Brief ▸
Below are the records; count how many of their lines carry "stream" and give only the number.

* * *

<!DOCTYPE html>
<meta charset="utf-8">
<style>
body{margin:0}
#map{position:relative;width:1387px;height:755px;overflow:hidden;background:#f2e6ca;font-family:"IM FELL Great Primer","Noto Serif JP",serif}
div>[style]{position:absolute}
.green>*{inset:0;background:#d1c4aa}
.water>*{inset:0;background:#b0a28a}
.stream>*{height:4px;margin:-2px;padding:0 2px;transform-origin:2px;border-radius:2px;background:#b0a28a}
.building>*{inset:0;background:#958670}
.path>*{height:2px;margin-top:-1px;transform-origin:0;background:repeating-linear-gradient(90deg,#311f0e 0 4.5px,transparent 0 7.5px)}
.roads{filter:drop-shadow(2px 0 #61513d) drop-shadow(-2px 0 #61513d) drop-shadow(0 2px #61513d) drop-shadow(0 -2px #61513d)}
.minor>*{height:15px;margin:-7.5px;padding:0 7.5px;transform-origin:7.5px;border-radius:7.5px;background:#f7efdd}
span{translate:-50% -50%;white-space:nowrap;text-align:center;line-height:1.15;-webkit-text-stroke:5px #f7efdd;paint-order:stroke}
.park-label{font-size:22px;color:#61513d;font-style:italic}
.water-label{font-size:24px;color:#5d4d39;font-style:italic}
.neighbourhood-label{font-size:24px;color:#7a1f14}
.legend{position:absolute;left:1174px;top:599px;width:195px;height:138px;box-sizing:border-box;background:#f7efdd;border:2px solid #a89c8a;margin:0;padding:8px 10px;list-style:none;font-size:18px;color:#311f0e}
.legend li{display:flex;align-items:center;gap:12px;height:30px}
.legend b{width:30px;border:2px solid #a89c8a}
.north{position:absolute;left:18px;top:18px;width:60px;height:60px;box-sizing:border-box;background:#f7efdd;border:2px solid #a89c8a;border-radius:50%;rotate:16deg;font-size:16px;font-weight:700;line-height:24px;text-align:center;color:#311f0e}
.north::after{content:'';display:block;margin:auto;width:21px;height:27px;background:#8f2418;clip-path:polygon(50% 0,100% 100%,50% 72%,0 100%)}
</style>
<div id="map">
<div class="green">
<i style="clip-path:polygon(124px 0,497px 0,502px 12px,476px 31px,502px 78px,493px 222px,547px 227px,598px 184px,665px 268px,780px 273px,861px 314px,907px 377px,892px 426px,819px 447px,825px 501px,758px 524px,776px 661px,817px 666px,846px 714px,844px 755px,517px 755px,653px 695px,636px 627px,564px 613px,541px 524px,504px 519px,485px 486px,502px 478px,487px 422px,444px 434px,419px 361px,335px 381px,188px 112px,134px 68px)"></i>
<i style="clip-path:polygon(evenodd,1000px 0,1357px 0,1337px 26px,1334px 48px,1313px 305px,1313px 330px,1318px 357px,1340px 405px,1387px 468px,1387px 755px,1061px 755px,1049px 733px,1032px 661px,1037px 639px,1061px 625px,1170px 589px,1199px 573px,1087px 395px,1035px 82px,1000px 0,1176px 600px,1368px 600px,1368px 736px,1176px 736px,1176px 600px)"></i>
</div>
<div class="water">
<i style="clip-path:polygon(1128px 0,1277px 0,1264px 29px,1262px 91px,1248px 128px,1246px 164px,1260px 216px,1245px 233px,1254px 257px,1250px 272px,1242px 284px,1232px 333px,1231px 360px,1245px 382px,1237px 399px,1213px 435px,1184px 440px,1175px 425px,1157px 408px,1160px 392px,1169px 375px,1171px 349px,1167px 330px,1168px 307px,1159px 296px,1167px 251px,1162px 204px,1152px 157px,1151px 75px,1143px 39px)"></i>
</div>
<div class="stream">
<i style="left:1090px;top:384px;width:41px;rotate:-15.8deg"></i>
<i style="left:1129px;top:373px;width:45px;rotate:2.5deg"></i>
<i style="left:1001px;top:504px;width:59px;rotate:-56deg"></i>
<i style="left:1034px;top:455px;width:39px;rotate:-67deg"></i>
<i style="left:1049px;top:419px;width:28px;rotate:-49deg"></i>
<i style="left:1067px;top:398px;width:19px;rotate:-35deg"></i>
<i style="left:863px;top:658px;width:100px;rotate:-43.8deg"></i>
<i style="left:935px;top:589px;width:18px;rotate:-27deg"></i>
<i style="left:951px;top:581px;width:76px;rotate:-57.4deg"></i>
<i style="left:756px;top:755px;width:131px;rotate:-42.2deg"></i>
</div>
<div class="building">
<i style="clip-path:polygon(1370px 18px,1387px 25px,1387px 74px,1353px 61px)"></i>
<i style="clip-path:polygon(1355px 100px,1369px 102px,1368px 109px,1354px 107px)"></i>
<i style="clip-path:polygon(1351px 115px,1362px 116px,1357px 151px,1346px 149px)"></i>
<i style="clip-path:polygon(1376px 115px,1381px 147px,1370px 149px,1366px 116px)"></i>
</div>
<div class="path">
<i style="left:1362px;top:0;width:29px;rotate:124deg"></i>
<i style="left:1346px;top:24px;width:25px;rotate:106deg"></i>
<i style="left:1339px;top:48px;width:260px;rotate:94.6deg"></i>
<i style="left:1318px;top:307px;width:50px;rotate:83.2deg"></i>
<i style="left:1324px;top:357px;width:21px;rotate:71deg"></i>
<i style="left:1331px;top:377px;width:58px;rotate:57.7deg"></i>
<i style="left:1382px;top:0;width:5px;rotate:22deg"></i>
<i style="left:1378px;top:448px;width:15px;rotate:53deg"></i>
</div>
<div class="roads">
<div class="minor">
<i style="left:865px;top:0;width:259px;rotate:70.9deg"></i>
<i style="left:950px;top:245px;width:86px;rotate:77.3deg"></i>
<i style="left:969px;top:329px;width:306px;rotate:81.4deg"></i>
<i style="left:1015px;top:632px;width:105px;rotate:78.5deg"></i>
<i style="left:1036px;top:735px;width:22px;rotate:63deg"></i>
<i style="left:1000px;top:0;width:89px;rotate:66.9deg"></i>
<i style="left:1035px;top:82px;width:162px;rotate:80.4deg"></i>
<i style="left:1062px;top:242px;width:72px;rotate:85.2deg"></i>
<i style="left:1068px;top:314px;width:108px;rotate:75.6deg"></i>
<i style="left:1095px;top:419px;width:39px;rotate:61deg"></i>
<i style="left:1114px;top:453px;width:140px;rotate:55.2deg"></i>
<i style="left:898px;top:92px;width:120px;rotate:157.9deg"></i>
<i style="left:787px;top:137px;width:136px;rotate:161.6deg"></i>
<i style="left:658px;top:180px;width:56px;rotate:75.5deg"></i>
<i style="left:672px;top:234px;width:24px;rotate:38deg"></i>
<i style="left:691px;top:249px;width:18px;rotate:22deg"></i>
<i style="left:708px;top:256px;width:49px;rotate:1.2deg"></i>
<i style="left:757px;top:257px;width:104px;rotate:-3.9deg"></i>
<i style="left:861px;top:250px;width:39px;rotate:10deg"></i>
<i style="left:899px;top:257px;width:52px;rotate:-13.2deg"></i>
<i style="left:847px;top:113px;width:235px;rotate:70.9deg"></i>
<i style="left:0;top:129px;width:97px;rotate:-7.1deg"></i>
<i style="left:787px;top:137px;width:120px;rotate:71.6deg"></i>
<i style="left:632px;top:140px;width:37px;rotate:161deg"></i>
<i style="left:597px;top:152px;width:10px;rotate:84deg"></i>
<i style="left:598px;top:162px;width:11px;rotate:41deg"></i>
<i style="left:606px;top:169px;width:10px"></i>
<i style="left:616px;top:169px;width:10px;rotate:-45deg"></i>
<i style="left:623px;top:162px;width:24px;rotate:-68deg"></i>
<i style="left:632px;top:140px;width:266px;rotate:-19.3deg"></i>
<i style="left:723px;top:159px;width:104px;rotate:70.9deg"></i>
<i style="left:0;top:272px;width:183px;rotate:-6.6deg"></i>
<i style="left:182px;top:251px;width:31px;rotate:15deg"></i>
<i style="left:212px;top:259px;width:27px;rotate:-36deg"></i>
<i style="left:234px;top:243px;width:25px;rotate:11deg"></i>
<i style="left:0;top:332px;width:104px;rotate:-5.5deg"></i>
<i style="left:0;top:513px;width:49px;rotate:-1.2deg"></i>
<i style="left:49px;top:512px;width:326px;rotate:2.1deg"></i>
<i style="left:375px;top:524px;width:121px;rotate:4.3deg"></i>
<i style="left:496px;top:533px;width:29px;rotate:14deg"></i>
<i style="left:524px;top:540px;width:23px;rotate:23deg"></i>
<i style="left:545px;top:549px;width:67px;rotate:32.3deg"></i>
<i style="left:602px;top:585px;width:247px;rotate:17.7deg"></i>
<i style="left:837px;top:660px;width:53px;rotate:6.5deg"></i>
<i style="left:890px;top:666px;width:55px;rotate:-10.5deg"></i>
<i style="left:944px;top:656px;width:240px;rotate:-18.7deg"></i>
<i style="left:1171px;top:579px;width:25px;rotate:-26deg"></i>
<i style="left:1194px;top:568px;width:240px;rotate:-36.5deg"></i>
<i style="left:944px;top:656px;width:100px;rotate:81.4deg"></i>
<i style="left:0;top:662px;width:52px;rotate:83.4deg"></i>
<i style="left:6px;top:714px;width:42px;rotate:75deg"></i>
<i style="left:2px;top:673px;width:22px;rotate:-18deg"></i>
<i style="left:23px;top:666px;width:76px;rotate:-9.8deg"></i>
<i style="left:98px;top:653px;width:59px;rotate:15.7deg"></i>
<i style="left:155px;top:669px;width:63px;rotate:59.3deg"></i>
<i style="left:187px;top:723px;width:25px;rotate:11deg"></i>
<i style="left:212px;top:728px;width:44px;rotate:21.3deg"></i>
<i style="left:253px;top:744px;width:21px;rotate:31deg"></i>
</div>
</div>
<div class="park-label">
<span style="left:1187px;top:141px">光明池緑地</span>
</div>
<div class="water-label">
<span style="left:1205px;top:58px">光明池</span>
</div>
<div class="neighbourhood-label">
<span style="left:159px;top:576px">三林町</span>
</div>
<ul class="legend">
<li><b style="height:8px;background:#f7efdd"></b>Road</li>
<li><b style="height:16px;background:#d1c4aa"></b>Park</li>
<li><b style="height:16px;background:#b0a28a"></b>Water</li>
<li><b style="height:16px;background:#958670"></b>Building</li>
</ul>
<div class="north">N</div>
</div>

* * *

Exercise response ▸
2